For it was in America, with an American wife, Caroline, that Kipling, in his mid-20s, found the first place that he felt like calling home. Two of his three children were born there - his first, Josephine, was a child of great beauty whom he adored, and he delighted in telling friends with pride that she was "truly an American'' - and he referred to his four years in Vermont as the happiest of his life. In India, the place of his birth, he was a colonialist first and last. In England he was also an outsider; he was, in short, a man without roots. But it was in America, on an 11 acre hillside pasture in Vermont, that he built the house of his dreams, and here, he indicated, he intended to remain for ever. He loved the beauty of the countryside, the crisp, clear winter weather, so important to his health after the damp English air had left him with weakened lungs. New England also held a perhaps surprising, though deeply felt, connection to his boyhood days, when he had read a poem about a mountain in New Hampshire that left him with a lasting impression.

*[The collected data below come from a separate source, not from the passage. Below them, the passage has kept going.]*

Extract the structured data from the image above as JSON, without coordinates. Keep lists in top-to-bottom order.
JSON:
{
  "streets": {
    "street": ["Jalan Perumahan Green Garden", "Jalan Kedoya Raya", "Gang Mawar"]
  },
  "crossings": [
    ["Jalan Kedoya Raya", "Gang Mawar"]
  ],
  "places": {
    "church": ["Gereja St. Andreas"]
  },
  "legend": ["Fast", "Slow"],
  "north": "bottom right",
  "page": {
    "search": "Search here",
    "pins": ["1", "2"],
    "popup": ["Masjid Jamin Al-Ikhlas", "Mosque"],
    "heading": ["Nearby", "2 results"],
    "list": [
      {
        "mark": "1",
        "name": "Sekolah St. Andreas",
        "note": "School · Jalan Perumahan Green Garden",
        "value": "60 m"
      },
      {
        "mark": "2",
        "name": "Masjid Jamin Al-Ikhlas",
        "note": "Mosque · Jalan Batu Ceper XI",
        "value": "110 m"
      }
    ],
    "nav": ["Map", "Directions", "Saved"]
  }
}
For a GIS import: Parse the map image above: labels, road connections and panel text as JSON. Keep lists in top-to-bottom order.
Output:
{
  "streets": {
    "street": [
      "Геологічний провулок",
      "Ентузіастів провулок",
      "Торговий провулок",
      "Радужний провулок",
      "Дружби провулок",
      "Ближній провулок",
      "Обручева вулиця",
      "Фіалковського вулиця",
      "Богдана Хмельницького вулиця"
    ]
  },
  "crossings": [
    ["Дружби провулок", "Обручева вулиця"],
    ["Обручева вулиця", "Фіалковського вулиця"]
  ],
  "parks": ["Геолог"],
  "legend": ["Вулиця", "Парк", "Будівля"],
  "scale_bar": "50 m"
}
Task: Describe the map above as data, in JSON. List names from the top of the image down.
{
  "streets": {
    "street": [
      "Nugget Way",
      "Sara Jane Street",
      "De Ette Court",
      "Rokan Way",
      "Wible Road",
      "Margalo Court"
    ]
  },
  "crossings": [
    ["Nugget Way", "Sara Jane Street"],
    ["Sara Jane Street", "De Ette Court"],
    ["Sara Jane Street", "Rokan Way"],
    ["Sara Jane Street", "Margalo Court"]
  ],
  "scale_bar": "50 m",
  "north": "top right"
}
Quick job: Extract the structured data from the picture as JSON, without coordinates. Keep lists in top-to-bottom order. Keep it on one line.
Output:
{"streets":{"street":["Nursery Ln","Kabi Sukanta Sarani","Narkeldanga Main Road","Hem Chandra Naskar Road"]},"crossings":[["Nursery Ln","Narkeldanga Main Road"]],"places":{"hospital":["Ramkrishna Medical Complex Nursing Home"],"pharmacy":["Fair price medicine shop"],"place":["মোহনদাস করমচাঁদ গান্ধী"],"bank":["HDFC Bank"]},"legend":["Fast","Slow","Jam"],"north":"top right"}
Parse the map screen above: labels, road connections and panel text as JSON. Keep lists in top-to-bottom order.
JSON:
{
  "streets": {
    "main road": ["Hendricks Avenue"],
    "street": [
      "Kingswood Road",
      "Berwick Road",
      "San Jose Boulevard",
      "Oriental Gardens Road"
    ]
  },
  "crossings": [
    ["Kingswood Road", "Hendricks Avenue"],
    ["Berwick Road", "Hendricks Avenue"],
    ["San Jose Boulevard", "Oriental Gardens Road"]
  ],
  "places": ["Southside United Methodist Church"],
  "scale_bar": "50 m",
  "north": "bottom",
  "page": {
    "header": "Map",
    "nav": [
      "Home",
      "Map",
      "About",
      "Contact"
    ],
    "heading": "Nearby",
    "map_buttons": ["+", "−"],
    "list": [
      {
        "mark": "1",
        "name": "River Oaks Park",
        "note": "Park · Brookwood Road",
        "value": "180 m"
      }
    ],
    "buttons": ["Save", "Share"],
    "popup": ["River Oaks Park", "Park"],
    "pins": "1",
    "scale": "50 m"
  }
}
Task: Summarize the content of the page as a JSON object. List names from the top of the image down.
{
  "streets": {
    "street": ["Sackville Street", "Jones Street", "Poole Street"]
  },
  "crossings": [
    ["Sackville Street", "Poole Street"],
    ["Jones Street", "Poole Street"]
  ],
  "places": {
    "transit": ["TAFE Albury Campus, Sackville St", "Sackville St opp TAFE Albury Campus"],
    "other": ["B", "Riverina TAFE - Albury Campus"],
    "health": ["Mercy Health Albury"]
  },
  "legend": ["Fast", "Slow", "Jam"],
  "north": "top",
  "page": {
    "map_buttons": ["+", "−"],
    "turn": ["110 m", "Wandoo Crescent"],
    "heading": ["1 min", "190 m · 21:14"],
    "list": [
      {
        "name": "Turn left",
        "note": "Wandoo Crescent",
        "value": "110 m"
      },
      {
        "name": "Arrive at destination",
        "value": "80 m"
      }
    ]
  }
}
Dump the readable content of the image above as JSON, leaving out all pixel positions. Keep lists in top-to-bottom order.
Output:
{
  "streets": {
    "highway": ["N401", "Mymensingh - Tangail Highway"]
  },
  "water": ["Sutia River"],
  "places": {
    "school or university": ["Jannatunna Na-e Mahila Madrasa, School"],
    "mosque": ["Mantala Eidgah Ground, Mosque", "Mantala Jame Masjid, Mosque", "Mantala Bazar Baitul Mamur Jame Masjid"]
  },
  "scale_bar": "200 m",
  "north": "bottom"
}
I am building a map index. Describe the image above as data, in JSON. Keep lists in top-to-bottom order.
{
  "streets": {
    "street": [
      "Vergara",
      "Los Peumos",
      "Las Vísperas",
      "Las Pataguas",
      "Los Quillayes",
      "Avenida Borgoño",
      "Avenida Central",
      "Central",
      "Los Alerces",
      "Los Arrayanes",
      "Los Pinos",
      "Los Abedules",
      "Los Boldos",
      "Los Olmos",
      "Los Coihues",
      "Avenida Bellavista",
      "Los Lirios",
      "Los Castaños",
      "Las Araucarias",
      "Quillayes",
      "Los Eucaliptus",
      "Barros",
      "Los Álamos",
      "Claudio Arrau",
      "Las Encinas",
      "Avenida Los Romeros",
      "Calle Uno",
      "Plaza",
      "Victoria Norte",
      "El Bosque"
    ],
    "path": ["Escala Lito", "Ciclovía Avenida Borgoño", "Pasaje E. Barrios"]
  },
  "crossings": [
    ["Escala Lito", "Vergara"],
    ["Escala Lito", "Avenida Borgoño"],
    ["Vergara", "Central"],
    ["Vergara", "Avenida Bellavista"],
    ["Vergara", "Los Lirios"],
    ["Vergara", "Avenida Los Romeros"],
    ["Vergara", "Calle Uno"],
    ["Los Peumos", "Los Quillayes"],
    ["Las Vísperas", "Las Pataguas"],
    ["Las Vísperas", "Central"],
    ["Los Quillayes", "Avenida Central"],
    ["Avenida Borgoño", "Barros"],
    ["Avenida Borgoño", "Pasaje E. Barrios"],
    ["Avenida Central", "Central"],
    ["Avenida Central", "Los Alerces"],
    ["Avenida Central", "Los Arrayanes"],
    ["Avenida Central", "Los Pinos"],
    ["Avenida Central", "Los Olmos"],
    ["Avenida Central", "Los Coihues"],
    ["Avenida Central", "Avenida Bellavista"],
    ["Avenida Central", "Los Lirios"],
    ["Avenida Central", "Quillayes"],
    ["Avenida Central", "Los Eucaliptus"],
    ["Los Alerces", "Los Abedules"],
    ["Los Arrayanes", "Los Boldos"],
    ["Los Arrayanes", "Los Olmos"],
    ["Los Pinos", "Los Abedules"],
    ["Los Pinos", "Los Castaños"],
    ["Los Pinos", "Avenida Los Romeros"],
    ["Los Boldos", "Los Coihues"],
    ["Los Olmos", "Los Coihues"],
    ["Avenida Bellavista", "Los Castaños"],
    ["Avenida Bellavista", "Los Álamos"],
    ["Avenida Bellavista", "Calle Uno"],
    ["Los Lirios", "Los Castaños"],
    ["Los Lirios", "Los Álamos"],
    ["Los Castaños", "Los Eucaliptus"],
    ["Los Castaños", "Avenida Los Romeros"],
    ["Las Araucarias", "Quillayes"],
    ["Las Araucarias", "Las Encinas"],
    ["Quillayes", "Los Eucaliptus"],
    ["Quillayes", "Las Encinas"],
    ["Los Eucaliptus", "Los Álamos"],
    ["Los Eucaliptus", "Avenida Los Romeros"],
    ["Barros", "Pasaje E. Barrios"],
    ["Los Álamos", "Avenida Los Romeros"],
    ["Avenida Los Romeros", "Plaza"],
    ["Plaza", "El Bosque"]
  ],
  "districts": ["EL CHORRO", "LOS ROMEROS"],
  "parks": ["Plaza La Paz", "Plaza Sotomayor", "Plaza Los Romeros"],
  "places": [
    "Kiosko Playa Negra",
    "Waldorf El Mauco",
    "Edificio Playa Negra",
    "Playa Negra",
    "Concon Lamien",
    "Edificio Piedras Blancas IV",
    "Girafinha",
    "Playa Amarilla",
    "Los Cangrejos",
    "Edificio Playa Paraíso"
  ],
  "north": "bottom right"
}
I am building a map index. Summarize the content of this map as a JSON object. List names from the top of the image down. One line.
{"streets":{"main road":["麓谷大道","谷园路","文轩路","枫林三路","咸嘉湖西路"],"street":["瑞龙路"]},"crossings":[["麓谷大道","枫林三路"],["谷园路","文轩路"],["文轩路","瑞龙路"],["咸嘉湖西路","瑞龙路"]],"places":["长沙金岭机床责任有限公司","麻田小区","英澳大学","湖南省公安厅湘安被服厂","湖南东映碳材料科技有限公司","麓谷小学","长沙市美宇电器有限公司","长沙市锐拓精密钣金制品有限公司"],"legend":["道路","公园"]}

The dream started to come to a humiliating end with Kipling wobbling, and then falling off, his recently acquired bicycle to the side of the bumpy dirt road that ran past his house. He heard the sound of horse hooves thundering towards him, and he didn't need to be told that driving the buckboard on a part of the dirt road known as The Pines was Beatty, an angry, revengeful man. Though he professed a love for animals, Beatty was known for always driving his horses to the limit and, on this particular Wednesday in May 1896, he thought he had a score to settle with Kipling. Although the two hadn't spoken for about a year, following many conflicts over money, Beatty shouted in a fury that Kipling had been spreading lies about him and if Kipling, who had said little up to this point, didn't "retract these goddamned lies within a week", he would blow out his brains.

"Let's get this straight,'' Kipling replied, now standing and staring through the thick glasses without which he could hardly see. "You say if I don't do certain things you will kill me?" "By Jesus, I will!" Beatty replied. Never one to give in to a threat, Kipling - short, stocky and broad-shouldered - stood his ground.

Three days later, after Kipling had complained to the sheriff of the nearby town of Brattleboro, Beatty was arrested, charged with assaulting Kipling and "threatening to kill". What Kipling had, perhaps naively, thought the sheriff would treat as a private matter, to be settled among the three of them, now passed into lawyers' hands, with Beatty taken off to jail and Kipling subjected to the kind of public scrutiny he had done his best to avoid. After an uncomfortable day of testimony in court, with Kipling forced into defending an off-guard remark that he had indeed been supporting his brother-in-law financially for a year, Beatty was bound over for the next court hearing, which was scheduled for September. Kipling's only way to bring the nightmare to an end was to leave before the case came to trial. When the Kiplings left Vermont that August, there was no longer a case for Beatty to answer. In four short years, the happiness that Kipling had found in America had been wrecked and on 1 September 1896, they set sail for England. For Kipling and Carrie, as his wife was known, the loss was immense. But there was an even bigger loss in their lives to come in America, one from which Kipling never recovered.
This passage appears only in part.